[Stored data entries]
━━━━

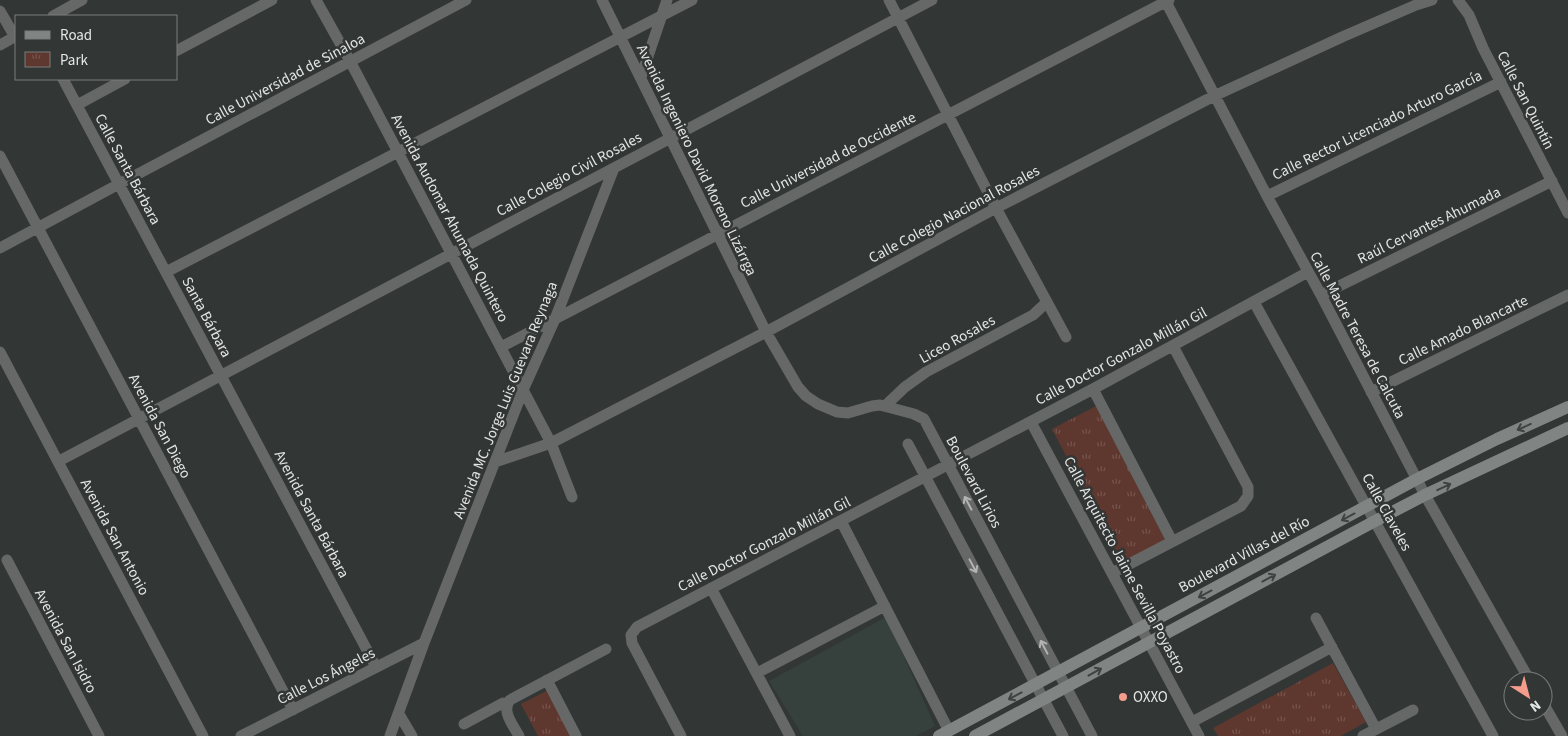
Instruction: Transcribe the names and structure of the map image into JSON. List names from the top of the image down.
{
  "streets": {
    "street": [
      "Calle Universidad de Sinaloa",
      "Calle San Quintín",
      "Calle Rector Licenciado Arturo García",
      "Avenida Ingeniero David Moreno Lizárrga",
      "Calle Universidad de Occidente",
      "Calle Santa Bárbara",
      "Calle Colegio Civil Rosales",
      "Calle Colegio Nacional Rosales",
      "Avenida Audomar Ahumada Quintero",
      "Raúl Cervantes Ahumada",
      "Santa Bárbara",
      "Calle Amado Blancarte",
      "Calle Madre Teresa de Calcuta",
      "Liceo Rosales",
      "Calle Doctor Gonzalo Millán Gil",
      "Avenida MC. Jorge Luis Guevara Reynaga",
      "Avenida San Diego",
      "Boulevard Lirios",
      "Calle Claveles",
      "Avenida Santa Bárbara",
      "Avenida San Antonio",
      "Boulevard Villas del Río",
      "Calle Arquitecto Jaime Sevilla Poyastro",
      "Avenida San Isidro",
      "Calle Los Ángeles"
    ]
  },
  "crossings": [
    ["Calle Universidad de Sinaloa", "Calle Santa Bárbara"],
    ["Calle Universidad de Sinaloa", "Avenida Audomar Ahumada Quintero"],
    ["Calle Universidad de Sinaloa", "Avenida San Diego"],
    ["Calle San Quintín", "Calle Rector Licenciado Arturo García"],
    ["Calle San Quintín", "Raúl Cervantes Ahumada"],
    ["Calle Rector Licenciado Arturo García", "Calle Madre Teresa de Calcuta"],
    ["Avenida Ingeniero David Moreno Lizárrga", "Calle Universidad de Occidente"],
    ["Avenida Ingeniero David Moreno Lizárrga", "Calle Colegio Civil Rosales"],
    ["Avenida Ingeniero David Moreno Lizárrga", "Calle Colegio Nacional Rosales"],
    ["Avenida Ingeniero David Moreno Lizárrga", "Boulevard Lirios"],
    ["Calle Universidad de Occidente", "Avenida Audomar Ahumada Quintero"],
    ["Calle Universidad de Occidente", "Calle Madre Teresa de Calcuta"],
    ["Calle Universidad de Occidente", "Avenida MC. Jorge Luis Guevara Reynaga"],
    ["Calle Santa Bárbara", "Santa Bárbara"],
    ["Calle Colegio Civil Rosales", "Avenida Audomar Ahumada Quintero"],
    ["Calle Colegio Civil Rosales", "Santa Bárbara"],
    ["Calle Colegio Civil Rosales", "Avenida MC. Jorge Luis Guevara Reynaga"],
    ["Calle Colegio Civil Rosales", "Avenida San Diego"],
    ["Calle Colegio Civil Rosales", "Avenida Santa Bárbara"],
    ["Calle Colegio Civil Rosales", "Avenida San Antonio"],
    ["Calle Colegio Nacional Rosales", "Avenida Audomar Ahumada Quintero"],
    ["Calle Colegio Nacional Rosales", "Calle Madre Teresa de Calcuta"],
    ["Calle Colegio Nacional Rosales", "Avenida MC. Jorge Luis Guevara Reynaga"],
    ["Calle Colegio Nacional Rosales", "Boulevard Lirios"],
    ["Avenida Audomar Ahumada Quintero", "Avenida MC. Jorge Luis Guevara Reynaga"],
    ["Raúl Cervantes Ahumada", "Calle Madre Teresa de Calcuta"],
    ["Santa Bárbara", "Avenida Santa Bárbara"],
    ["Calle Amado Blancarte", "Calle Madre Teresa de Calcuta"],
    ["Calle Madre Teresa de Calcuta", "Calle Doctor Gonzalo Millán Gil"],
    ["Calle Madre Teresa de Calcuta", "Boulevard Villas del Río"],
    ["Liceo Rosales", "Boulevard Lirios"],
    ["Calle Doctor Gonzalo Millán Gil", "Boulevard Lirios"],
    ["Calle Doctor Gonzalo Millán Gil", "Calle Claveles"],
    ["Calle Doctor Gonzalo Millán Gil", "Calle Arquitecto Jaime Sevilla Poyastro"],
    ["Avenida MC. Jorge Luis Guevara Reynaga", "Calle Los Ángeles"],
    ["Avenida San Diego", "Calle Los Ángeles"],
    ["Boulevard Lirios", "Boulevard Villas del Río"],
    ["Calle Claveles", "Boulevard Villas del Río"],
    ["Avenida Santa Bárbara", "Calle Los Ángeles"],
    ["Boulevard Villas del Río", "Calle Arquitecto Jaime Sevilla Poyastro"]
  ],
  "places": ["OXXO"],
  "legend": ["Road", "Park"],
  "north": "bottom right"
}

━━━━

§ Directions for this task
Every record is to be restated word for word, with the pictures left out.

§ Answer to the exercise
Instruction: Transcribe the names and structure of the map image into JSON. List names from the top of the image down.
{
  "streets": {
    "street": [
      "Calle Universidad de Sinaloa",
      "Calle San Quintín",
      "Calle Rector Licenciado Arturo García",
      "Avenida Ingeniero David Moreno Lizárrga",
      "Calle Universidad de Occidente",
      "Calle Santa Bárbara",
      "Calle Colegio Civil Rosales",
      "Calle Colegio Nacional Rosales",
      "Avenida Audomar Ahumada Quintero",
      "Raúl Cervantes Ahumada",
      "Santa Bárbara",
      "Calle Amado Blancarte",
      "Calle Madre Teresa de Calcuta",
      "Liceo Rosales",
      "Calle Doctor Gonzalo Millán Gil",
      "Avenida MC. Jorge Luis Guevara Reynaga",
      "Avenida San Diego",
      "Boulevard Lirios",
      "Calle Claveles",
      "Avenida Santa Bárbara",
      "Avenida San Antonio",
      "Boulevard Villas del Río",
      "Calle Arquitecto Jaime Sevilla Poyastro",
      "Avenida San Isidro",
      "Calle Los Ángeles"
    ]
  },
  "crossings": [
    ["Calle Universidad de Sinaloa", "Calle Santa Bárbara"],
    ["Calle Universidad de Sinaloa", "Avenida Audomar Ahumada Quintero"],
    ["Calle Universidad de Sinaloa", "Avenida San Diego"],
    ["Calle San Quintín", "Calle Rector Licenciado Arturo García"],
    ["Calle San Quintín", "Raúl Cervantes Ahumada"],
    ["Calle Rector Licenciado Arturo García", "Calle Madre Teresa de Calcuta"],
    ["Avenida Ingeniero David Moreno Lizárrga", "Calle Universidad de Occidente"],
    ["Avenida Ingeniero David Moreno Lizárrga", "Calle Colegio Civil Rosales"],
    ["Avenida Ingeniero David Moreno Lizárrga", "Calle Colegio Nacional Rosales"],
    ["Avenida Ingeniero David Moreno Lizárrga", "Boulevard Lirios"],
    ["Calle Universidad de Occidente", "Avenida Audomar Ahumada Quintero"],
    ["Calle Universidad de Occidente", "Calle Madre Teresa de Calcuta"],
    ["Calle Universidad de Occidente", "Avenida MC. Jorge Luis Guevara Reynaga"],
    ["Calle Santa Bárbara", "Santa Bárbara"],
    ["Calle Colegio Civil Rosales", "Avenida Audomar Ahumada Quintero"],
    ["Calle Colegio Civil Rosales", "Santa Bárbara"],
    ["Calle Colegio Civil Rosales", "Avenida MC. Jorge Luis Guevara Reynaga"],
    ["Calle Colegio Civil Rosales", "Avenida San Diego"],
    ["Calle Colegio Civil Rosales", "Avenida Santa Bárbara"],
    ["Calle Colegio Civil Rosales", "Avenida San Antonio"],
    ["Calle Colegio Nacional Rosales", "Avenida Audomar Ahumada Quintero"],
    ["Calle Colegio Nacional Rosales", "Calle Madre Teresa de Calcuta"],
    ["Calle Colegio Nacional Rosales", "Avenida MC. Jorge Luis Guevara Reynaga"],
    ["Calle Colegio Nacional Rosales", "Boulevard Lirios"],
    ["Avenida Audomar Ahumada Quintero", "Avenida MC. Jorge Luis Guevara Reynaga"],
    ["Raúl Cervantes Ahumada", "Calle Madre Teresa de Calcuta"],
    ["Santa Bárbara", "Avenida Santa Bárbara"],
    ["Calle Amado Blancarte", "Calle Madre Teresa de Calcuta"],
    ["Calle Madre Teresa de Calcuta", "Calle Doctor Gonzalo Millán Gil"],
    ["Calle Madre Teresa de Calcuta", "Boulevard Villas del Río"],
    ["Liceo Rosales", "Boulevard Lirios"],
    ["Calle Doctor Gonzalo Millán Gil", "Boulevard Lirios"],
    ["Calle Doctor Gonzalo Millán Gil", "Calle Claveles"],
    ["Calle Doctor Gonzalo Millán Gil", "Calle Arquitecto Jaime Sevilla Poyastro"],
    ["Avenida MC. Jorge Luis Guevara Reynaga", "Calle Los Ángeles"],
    ["Avenida San Diego", "Calle Los Ángeles"],
    ["Boulevard Lirios", "Boulevard Villas del Río"],
    ["Calle Claveles", "Boulevard Villas del Río"],
    ["Avenida Santa Bárbara", "Calle Los Ángeles"],
    ["Boulevard Villas del Río", "Calle Arquitecto Jaime Sevilla Poyastro"]
  ],
  "places": ["OXXO"],
  "legend": ["Road", "Park"],
  "north": "bottom right"
}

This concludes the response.